### Activity:
Work out how many lines of the listing below contain the word "linecap". Respond with that number only.
Start of Data for processing
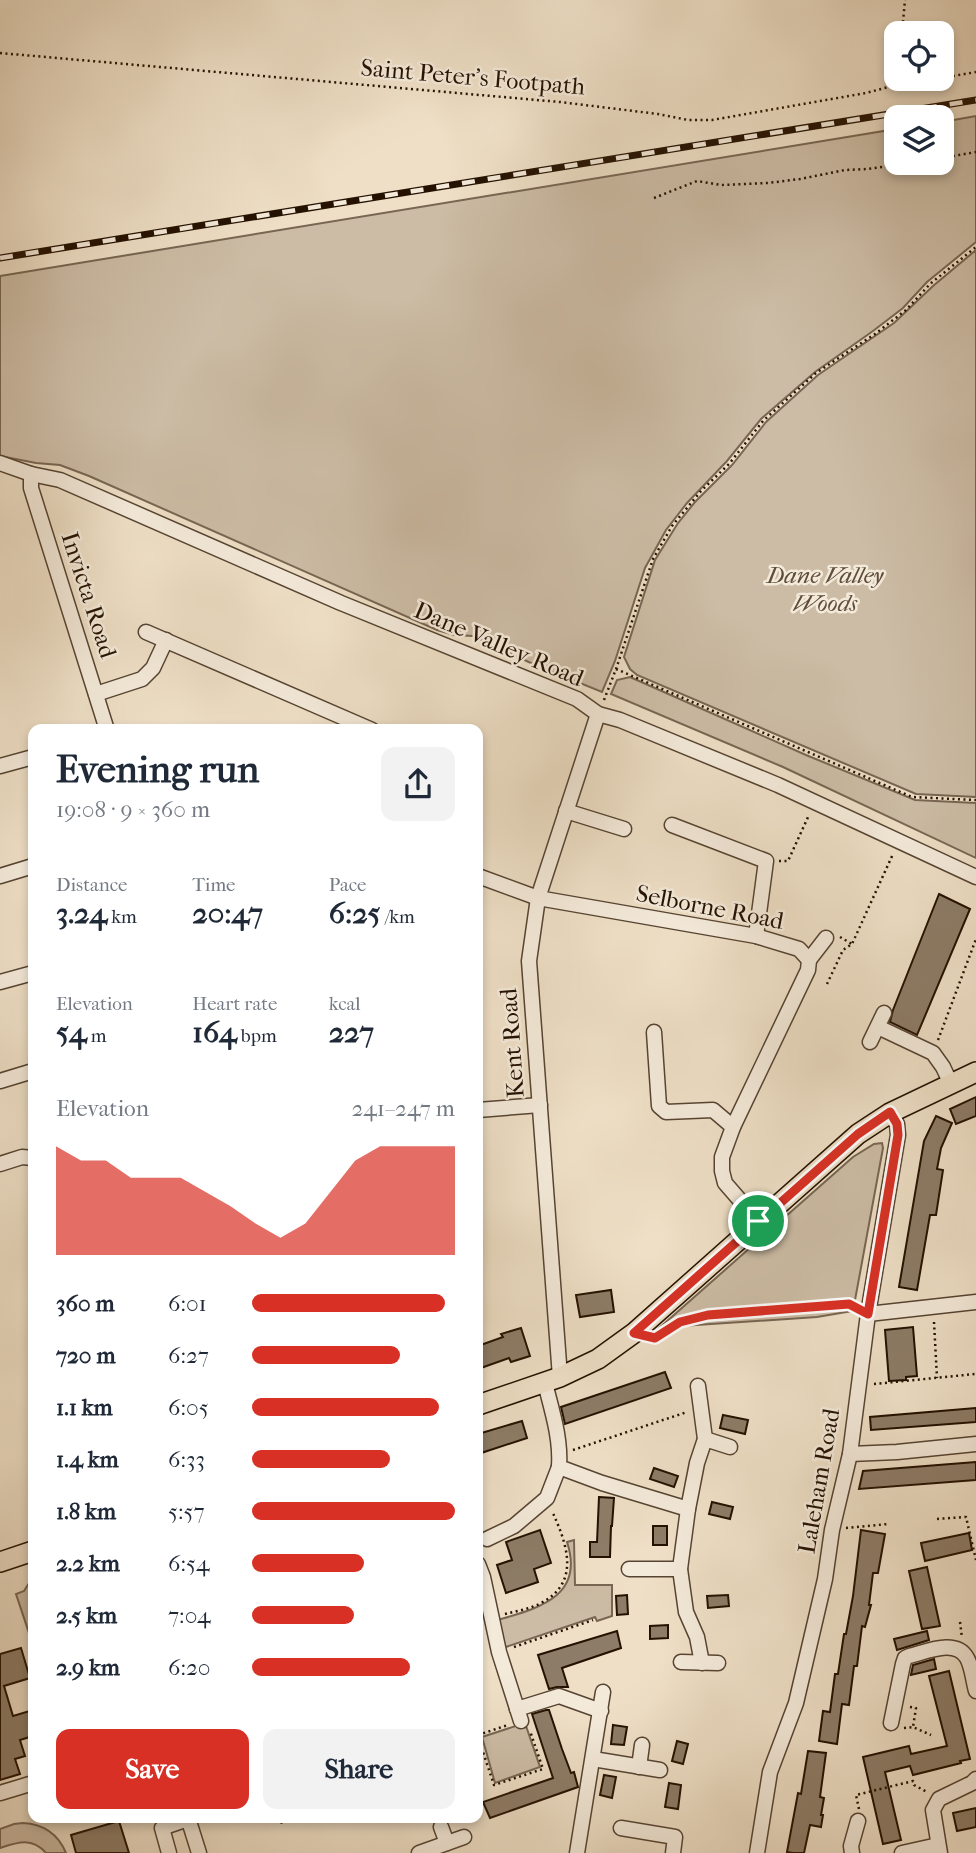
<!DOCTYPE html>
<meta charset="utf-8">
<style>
:root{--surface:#fff;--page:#f2f2f3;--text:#1f2937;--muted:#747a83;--accent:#d93025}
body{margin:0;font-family:"IM FELL French Canon",serif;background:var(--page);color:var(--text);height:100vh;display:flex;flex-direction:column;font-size:26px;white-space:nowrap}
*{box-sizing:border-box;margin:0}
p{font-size:23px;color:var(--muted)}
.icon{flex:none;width:38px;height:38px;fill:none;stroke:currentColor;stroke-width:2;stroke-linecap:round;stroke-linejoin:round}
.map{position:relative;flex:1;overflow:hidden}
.sheet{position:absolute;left:28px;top:724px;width:455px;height:1099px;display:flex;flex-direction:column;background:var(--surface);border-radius:14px;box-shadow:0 4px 10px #0003}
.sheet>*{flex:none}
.fabs{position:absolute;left:884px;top:21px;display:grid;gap:14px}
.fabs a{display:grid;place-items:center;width:70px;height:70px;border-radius:14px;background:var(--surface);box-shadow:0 4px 10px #0003;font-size:35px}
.pin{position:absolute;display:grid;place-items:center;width:60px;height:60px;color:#fff;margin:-30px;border:4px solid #fff;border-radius:50%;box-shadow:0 2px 7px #0007}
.round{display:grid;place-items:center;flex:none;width:74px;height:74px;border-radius:14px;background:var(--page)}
.overview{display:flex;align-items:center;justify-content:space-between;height:119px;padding:0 28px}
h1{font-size:38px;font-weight:700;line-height:52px}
.metrics{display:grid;grid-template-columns:repeat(3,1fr);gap:10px;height:119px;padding:7px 28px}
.metrics div{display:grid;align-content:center}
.metrics b{font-size:30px;font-weight:700}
.metrics small{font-size:19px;font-weight:400}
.metrics p{font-size:19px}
.chart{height:196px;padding:14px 28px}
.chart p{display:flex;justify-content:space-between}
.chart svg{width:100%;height:126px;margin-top:7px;fill:var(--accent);opacity:.7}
.primary-button{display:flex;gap:14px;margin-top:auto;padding:14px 28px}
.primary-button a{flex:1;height:80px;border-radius:14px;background:var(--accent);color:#fff;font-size:28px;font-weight:700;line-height:80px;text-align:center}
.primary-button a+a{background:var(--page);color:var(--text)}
ul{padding:0 28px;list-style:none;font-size:23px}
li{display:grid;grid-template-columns:112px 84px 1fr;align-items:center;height:52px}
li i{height:18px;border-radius:9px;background:var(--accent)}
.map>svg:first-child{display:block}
.green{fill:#ccbca5;stroke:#786653;stroke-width:2}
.building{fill:#8d7c67;stroke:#241101;stroke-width:2}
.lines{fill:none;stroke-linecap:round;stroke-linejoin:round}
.minor-casing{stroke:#564432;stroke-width:17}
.major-casing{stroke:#241101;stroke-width:22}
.path{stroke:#241101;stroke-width:2.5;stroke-dasharray:2 3.5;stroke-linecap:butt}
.minor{stroke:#f4eada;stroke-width:14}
.major{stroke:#eedfc6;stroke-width:19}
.rail-casing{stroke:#241101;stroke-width:7}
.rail{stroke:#f4eada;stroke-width:4.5;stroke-dasharray:13;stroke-linecap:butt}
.route-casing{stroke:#fff;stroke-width:14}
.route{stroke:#d93025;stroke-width:9}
.labels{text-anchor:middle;stroke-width:5;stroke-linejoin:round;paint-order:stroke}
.street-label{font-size:24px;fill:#241101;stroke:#f4eada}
.park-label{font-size:24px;font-style:italic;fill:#5f4d3a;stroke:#f4eada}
</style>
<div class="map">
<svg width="976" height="1853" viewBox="0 0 976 1853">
<rect width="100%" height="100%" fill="#eedfc6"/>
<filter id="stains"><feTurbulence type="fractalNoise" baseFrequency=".00286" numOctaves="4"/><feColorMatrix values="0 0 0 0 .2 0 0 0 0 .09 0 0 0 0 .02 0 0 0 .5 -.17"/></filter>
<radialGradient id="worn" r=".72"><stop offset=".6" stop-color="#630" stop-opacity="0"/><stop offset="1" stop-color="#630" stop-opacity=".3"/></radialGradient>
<!-- green -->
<g class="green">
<polygon points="976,116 976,242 927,282 903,308 873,331 815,372 761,419 727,461 687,503 666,530 645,568 615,661 602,692 533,664 473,636 454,635 437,630 89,476 60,465 36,463 0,456 0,276 896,129 896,163 942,163 942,122"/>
<polygon points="976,250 976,797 916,794 637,675 630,669 624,657 655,560 678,523 695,502 732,465 766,422 818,375 894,323 933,286"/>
<polygon points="630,677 806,755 915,800 976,803 976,858 783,767 611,694 617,680"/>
<polygon points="882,1143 883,1148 853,1311 817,1317 681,1326 649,1337 853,1157 874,1144"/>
<path d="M 574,1540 L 575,1585 L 612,1585 L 612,1616 L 597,1621 L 595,1617 L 503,1648 L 498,1620 C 538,1608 585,1597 567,1542 Z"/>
<polygon points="33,1577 33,1645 16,1594 24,1591"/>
<polygon points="525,1723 540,1767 495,1783 482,1737"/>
<path d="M 23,1823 C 44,1824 58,1834 66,1853 L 46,1853 C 32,1837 18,1842 0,1848 L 0,1829 L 14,1824 Z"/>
</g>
<!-- building -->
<g class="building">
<polygon points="939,894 970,909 917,1035 890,1022 893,1010"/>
<polygon points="976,1097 976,1116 956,1124 950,1109"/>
<polygon points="936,1116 952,1123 941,1148 937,1169 943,1170 936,1215 930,1215 917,1290 899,1287 924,1141"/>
<polygon points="611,1290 614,1312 580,1317 576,1295"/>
<polygon points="913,1327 917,1376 906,1377 906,1380 889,1381 885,1330"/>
<polygon points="521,1328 530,1356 511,1362 509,1358 478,1369 478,1346 503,1337 501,1334"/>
<polygon points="665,1372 671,1388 565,1424 561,1407"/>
<polygon points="976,1408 976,1422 871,1430 870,1417"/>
<polygon points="723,1415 748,1420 745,1434 720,1428"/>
<polygon points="522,1421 527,1438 478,1454 478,1434"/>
<polygon points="976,1462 976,1480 859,1489 863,1471"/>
<polygon points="654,1468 678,1476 674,1487 650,1479"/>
<polygon points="599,1497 614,1498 612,1526 611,1526 610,1557 590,1557 590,1542 597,1542"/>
<polygon points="712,1502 733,1507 730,1519 709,1514"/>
<rect x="653" y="1526" width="14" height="19"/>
<polygon points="540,1530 551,1563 534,1569 538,1582 506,1593 497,1565 512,1560 506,1542"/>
<polygon points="861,1530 885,1534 878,1573 873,1573 869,1605 871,1605 865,1627 862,1626 857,1666 854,1666 849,1705 842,1704 837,1744 819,1741 823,1711 830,1712 835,1674 838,1674 844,1634 846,1634 853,1596"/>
<polygon points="969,1533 972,1550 925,1561 921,1543"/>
<polygon points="927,1567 940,1626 922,1629 909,1571"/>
<polygon points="627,1595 628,1614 617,1615 616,1596"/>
<polygon points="728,1595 729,1606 708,1608 707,1596"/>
<polygon points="668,1625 668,1638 650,1639 650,1626"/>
<polygon points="617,1631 621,1648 562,1668 568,1687 557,1687 549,1689 538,1655"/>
<polygon points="927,1631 929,1640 897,1650 894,1639"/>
<polygon points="21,1648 30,1678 4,1686 13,1716 33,1710 33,1736 20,1740 25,1756 15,1759 20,1774 0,1780 0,1654"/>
<polygon points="934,1659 936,1669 911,1675 913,1665"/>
<polygon points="949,1671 970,1759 960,1761 961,1763 913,1775 910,1766 885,1772 901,1840 883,1844 863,1757 909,1746 911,1754 947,1746 929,1676"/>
<polygon points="546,1710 549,1710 562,1749 571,1773 574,1772 578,1787 490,1818 483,1802 553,1778 532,1714"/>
<polygon points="613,1725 627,1727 624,1745 611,1744"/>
<polygon points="677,1741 688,1744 683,1764 672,1761"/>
<polygon points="808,1751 826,1753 820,1797 824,1798 821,1815 823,1815 821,1827 810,1825 804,1853 793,1853 787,1852 798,1793 801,1794"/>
<polygon points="604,1775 616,1777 612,1798 600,1795"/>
<polygon points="669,1783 681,1785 678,1809 665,1807"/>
<polygon points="976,1808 976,1827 957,1831 953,1813"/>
<polygon points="119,1821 129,1853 76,1853 71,1835"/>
</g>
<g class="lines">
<defs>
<g id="minor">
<polyline points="0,463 31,474 60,480 341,603 577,699 598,714 620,720 778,785 976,877"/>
<polyline points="31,474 31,488 107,730"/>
<polyline points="146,632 372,730"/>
<polyline points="96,694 142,679 153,668 166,640"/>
<polyline points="0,766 33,757"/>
<polyline points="566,811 624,829"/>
<polyline points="672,825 766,861 756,936"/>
<polyline points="0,876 33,866"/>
<polyline points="478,876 538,898 756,936 799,949 809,960 808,970 733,1127 722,1157 722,1171 725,1183 758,1221"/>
<polyline points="809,960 826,938"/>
<polyline points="0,982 33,973"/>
<polyline points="878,1027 933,1053 943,1067 951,1084"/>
<polyline points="654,1032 659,1106 666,1112 713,1110 733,1127"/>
<polyline points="870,1042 884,1013"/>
<polyline points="0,1081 33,1071"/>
<polyline points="478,1110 540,1105"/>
<polyline points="0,1164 22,1157 33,1158"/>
<polyline points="868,1314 976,1302"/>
<polyline points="560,1377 529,961 538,898 598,714"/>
<path d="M 545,1383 C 552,1411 561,1438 559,1467 L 602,1483 L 688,1509"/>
<polyline points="698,1386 705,1439 697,1463 688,1509 680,1569 686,1612 697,1637 702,1663"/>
<polyline points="705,1439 730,1447"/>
<polyline points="850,1454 897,1452 976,1444"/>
<polyline points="487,1539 514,1526 547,1498 559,1467"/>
<polyline points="478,1564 483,1577 499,1652 521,1721"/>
<polyline points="629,1569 680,1569"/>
<polyline points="681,1662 718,1663"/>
<polyline points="517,1709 559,1696 601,1711"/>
<path d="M 891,1723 L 903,1664 L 905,1658 L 909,1656 C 926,1652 956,1638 967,1658 C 972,1667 973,1680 976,1691"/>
<polyline points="593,1759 660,1770"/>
<polyline points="639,1767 642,1745"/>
<polyline points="0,1793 33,1783"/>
<polyline points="188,1818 199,1853"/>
<polyline points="441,1827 447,1843"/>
<polyline points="621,1828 675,1837 673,1853"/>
<polyline points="169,1853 162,1828 188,1819"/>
<polyline points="419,1853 464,1837"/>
<polyline points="577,1853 603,1692"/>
<polyline points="757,1853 770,1772 796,1703 825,1579 832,1530 850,1454 868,1314 898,1135 897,1124 890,1113"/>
<polyline points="852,1853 851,1846 858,1821"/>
<polyline points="902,1853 938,1845"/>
<polyline points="940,1853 933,1810 939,1799 972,1783 976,1779"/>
</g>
<g id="major">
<polyline points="478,1405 560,1377 598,1359 634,1333 858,1134 890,1113 976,1072"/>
<polyline points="0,1562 33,1551"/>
</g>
</defs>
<!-- minor casing -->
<use href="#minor" class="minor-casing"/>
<!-- major casing -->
<use href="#major" class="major-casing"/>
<!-- path -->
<g class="path">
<polyline points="902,33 905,0"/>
<polyline points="0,53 560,102 658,114 688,120 712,120 866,93 896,85 938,79"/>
<polyline points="942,78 976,72"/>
<polyline points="942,158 976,152"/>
<polyline points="654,198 697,181 721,185 768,183 800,179 845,170 868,169 910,163"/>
<polyline points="616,669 912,797 976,800"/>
<polyline points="604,700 616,669 653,559 672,526 701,491 729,464 763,421 816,373 875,334 906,310 930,284 976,247"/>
<polyline points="779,861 788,861 809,815"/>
<polyline points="840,937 852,944"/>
<polyline points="827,984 843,950 852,944 893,854"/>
<polyline points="938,1040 976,939"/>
<polyline points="934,1322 937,1378"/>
<polyline points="659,1335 680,1322 708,1315 849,1304 856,1308"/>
<polyline points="874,1384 975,1374"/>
<polyline points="573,1450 687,1412"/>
<polyline points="937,1519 966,1517 976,1560"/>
<polyline points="846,1528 888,1524"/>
<path d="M 505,1614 C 517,1611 530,1609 541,1603 C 582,1582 566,1542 552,1511"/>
<polyline points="960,1622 962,1638"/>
<polyline points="514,1647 593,1620"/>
<polyline points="910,1707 916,1708 913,1727"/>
<polyline points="904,1728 913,1727 931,1735"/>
<polyline points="478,1735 508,1725"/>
<polyline points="478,1737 494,1785 543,1769 530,1731"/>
<polyline points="859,1809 856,1795 913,1781 914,1785 927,1792"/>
<polyline points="279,1818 280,1823 296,1818"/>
</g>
<!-- minor -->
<use href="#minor" class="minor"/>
<!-- major -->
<use href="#major" class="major"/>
<defs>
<polyline id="rail" points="0,258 976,100"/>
</defs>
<!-- rail casing -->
<use href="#rail" class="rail-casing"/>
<!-- rail -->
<use href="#rail" class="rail"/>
</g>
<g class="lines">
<defs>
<polygon id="route" points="890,1112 897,1124 898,1135 868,1314 849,1304 708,1315 680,1322 655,1338 634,1333 858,1134"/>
</defs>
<!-- route casing -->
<use href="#route" class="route-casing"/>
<!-- route -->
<use href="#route" class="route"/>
</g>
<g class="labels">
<!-- street labels -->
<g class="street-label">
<text transform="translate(473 77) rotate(5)" y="8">Saint Peter's Footpath</text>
<text transform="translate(89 595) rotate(72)" y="8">Invicta Road</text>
<text transform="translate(499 644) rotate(23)" y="8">Dane Valley Road</text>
<text transform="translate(710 907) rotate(11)" y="8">Selborne Road</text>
<text transform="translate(512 1043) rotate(-94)" y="8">Kent Road</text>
<text transform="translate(819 1481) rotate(-80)" y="8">Laleham Road</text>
</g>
<!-- park labels -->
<g class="park-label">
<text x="825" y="583">Dane Valley<tspan x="825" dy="28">Woods</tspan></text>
</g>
</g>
<rect width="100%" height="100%" filter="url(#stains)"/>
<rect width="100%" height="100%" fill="url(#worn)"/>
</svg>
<div class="fabs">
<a><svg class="icon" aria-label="locate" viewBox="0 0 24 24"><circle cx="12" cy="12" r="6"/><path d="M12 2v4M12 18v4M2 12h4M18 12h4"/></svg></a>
<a><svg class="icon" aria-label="layers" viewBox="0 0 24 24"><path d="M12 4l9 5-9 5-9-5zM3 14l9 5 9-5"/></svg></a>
</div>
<div class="pin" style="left:758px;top:1221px;background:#1e9e55"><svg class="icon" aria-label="arrive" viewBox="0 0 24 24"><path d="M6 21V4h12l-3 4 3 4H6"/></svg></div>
<section class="sheet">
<div class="overview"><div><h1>Evening run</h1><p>19:08 · 9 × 360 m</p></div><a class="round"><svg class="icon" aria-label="share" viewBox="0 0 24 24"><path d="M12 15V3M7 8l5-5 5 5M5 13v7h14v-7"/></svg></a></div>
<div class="metrics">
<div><p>Distance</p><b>3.24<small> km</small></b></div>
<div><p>Time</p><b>20:47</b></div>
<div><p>Pace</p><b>6:25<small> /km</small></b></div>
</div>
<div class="metrics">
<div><p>Elevation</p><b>54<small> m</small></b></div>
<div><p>Heart rate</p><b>164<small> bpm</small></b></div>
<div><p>kcal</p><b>227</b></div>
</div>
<div class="chart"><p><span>Elevation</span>241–247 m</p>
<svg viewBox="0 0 160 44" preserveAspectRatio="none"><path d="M0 44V6L10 11L20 11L30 17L40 17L50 17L60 22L70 27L80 33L90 38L100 33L110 22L120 11L130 6L140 6L150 6L160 6V44z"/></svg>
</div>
<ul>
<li><b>360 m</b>6:01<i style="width:95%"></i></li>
<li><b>720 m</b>6:27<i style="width:73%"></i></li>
<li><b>1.1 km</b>6:05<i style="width:92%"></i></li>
<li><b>1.4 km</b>6:33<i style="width:68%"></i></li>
<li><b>1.8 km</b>5:57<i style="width:100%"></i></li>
<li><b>2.2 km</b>6:54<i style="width:55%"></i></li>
<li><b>2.5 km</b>7:04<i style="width:50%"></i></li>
<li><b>2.9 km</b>6:20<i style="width:78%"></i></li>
</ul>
<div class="primary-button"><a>Save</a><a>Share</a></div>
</section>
</div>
End of Data for processing
### Result:
4